Experiment management, model registry, model versioning, and model metadata: To version models together with evaluation results and other metadata, several tools provide central platforms, such as MLFlow, Neptune, ModelDB, and Weights and Biases. These tools help teams navigate many experiments and model versions, for example, when deciding which model to deploy (see chapter Versioning, Provenance, and Reproducibility).
Model packaging, deployment, and serving: Making it easier to create high-performance model inference services, several tools, including BentoML, TensorFlow Serving, and Cortex, automate various packaging and deployment tasks, such as packaging models into services, providing APIs in various formats, managing load balancing, and even automating deployment to popular cloud platforms (see chapter Deploying a Model). With automation, such tools can reduce the need for explicit coordination between data scientists and operators.
Model and data monitoring: Beyond general-purpose DevOps observability tooling, several tools specialize in model and data monitoring.
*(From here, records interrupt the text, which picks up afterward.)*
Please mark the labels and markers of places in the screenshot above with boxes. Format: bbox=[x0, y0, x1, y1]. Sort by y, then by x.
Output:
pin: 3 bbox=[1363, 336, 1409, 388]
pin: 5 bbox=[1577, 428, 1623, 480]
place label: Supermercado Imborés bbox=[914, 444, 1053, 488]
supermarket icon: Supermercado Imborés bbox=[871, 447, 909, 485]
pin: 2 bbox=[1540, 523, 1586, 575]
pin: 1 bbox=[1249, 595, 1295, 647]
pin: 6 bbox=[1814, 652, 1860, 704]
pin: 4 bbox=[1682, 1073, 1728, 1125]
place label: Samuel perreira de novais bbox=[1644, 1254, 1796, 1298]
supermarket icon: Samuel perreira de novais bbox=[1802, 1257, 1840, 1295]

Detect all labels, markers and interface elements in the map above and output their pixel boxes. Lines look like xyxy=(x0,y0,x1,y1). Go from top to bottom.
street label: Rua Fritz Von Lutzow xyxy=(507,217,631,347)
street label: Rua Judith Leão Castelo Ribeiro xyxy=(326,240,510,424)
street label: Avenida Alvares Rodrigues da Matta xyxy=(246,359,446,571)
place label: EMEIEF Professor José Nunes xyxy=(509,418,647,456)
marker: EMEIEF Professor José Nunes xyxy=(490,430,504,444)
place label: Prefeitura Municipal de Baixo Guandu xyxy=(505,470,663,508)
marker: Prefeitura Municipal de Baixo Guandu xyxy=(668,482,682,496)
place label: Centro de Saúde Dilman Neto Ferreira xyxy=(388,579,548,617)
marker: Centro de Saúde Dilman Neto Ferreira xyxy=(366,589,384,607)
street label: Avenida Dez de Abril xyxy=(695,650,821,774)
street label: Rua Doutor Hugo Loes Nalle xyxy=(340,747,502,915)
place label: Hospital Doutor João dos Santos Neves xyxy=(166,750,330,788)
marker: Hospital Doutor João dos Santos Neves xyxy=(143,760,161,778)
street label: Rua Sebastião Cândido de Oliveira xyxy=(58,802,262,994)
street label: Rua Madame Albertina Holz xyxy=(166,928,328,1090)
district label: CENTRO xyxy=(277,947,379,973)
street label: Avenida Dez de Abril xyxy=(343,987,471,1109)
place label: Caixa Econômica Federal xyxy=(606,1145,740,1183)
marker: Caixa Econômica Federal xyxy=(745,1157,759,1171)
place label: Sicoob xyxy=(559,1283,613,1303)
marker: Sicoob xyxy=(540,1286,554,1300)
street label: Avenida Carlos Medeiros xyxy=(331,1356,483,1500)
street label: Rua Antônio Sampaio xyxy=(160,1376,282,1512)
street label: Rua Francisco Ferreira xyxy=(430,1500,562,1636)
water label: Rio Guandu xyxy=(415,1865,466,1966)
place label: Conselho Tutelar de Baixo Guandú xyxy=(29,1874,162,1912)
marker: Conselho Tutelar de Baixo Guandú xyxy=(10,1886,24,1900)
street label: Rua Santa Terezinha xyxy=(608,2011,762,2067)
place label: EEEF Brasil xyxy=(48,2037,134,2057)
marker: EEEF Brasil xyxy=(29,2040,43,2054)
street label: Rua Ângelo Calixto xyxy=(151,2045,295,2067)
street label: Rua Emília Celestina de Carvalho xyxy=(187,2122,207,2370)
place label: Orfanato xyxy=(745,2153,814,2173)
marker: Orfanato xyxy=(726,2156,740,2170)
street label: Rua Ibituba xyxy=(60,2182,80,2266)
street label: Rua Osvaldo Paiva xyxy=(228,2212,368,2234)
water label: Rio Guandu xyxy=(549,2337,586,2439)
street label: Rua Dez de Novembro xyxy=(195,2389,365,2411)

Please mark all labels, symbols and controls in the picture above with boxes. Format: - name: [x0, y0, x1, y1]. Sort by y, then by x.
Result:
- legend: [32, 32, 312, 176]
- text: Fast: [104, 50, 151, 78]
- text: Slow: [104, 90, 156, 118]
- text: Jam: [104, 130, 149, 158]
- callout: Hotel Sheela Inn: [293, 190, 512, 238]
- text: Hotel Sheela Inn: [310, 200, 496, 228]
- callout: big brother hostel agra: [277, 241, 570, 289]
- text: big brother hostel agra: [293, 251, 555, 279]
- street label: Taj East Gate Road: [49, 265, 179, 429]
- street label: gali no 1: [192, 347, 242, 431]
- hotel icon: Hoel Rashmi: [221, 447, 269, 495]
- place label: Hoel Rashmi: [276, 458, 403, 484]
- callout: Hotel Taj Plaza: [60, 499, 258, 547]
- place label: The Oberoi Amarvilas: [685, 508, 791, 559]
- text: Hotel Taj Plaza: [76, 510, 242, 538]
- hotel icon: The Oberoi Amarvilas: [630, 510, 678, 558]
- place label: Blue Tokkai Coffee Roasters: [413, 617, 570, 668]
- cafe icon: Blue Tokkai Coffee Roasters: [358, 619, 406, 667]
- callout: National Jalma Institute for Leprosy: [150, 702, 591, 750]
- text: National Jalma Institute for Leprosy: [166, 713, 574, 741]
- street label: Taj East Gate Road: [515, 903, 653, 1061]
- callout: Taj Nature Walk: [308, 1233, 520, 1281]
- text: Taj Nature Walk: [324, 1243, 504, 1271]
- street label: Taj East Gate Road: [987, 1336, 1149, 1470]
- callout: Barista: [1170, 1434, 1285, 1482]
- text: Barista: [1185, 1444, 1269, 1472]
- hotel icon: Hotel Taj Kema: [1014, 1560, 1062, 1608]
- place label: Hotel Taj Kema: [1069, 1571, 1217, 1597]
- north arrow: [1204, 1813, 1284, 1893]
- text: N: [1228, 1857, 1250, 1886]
For example, Fiddler, Hydrosphere, Aporia, and Arize are all positioned as ML observability platforms with a focus on detecting anomalies and drift, alerting for model degradation in production, and debugging underperforming input distributions (see chapters Data Quality and Quality Assurance in Production).
Feature store: Feature stores have emerged as a class of tools to share and discover feature engineering code across teams and serve feature data efficiently. Popular tools include Feast and Tecton.
Integrated machine-learning platform: Many organizations integrate many different ML and MLOps tools in a cohesive platform, typically offered as a service. For example, AWS’ Sagemaker offers integrated support for model training, feature store, pipeline automation, model deployment, and model monitoring within the AWS ecosystem. Some of these integrated platforms, such as H2O, specialize in easily accessible user interfaces that require little or no coding skills. Many other organizations offer integrated platforms, including Databricks, Azure Machine Learning, and Valohai.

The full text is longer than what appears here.